What has come to be remembered as the McCarthy epoch shattered the U.S. Communist party and maimed when it did not destroy all militant and progressive U.S. labor unions. The fragments that survived helped to shape the struggle for civil rights, the ongoing attempts to come to the aid of those resisting U.S. imperialism in Latin America and especially the Cubans, and the great mass resistance to the war in Vietnam. The clients of Victor Rabinowitz and Leonard Boudin were participants in the key events of all phases of this history, whose logic (as they would have said) landed them in Court. The immediate result was, for these clients, relief and gratitude that Victor and Leonard were there. A more lasting result is the body of reported cases where counsel is listed as the firm Rabinowitz Boudin.1 These cases taken together would be a pretty thorough and continuing history of political struggle and repression in the United States over the past fifty years. It is a record unmatched by any other law firm in the country; there isn’t even a close second. But this is merely a lesser and legal sort of immortality. Lesser, because the collection of cases read in sequence would not only be incomprehensible to non-lawyers, but in the largest part would consist of inaccurate factual accounts and worse reasoning by at best conventional and often stupid judges. Unrepentant Leftist: A Lawyer’s Memoir, a clear account of this story from Victor’s perspective, amounts therefore to a public service. No serious student of U.S. social and legal history of the second half of the twentieth century can henceforth ignore this book, and no activist concerned with the questions of practice and theory will be other than glad to have read it.
The book divides in thirds. The first third brings Victor up to the start of the Cold War. Here he is an historian, selecting with skill the events best suited to tell a history in which his own youthful participation is not at the heart of the story. The tale of the American Communications Association, a militant CIO union led by Communists, I particularly enjoyed. Victor recalls an era long gone, when a trades union of telegraphers on strike could bring the New York Stock Exchange almost to a halt, and the Mayor of New York (the complex figure of Bill O’Dwyer) could refuse to come to the employers’ aid. The reason is a second good story, that of the American Labor Party (“ALP”), the only third party in New York City in the last three quarters of the 20th century able to elect Congressmen and City Councilmen in its own right. The ALP was, in this epoch, the only significant political voice in New York City free of corruption and corporate real estate influence, and O’Dwyer owed his election as Mayor to its support. Victor, who was briefly its Brooklyn organization chairman, describes the ALP at its moment of hope before the night of repression set in. Those who today would build an honest third party in the United States must think back on the ALP and remember with due respect its leading figure, Vito Marcantonio, the outstanding New York Left politician of our times.
The middle third of the book is its essence. It vividly tells the story of the suspension of the right of freedom of speech and subsequent repression of the U.S. Left. This is no ordinary history, but recalls Walter Benjamin’s injunction (Theses on the Philosophy of History, VI) that “[t]o articulate the past historically does not mean to recognize it `the way it really was’ (Ranke). It means to seize hold of a memory as it flashes up at a moment of danger.”

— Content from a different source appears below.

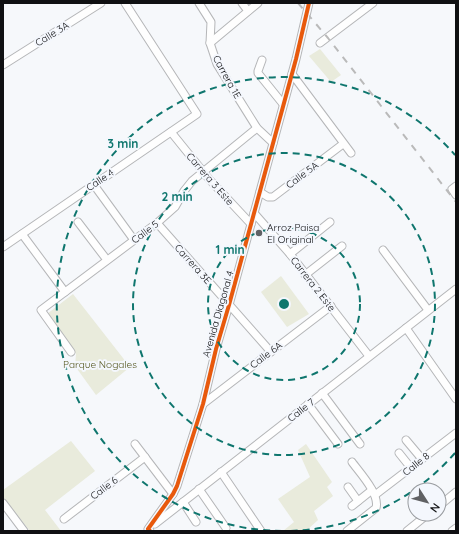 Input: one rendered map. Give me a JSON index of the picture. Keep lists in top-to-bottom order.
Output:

When the storm of state repression hit the U.S. Communist party at the end of the Second World War, Victor Rabinowitz was a labor lawyer in his mid thirties. Relatively privileged (University of Michigan, B.A. 1931, LL.B. 1934), son of a factory owner, he had joined the Communist party during the Second World War knowing full well that henceforth the cursus honorum leading to judicial position was barred. Indeed, no sooner had he joined the CPUSA than the leader of the Brooklyn Democratic party, ignorant of that fact, offered him a place on the bench to lure him away from the ALP. Victor notes that the candidates of the Brooklyn Democratic party were with multiple falsity described in the election posters of the day as “Honest, Able and Fearless.” But he had already chosen something else.
For those who need or expect an explanation for his joining the Communist party, Victor instead presents the main threads of his life at the time. He found that in the New York City of the 1930s, if he wanted to act to change an unjust world in adherence to the moral values of his family and milieu, he was of necessity in the company of Communists. He also made a fundamental practical choice that very few of his class even considered. At this deep level in Victor’s account of his life there is a real modesty worthy of love. At the more superficial levels Victor doesn’t waste time on modesty. He knows he is telling a rousing story of defense against the beast, a story of survival, resistance and reflection in which he played a highly creditable role.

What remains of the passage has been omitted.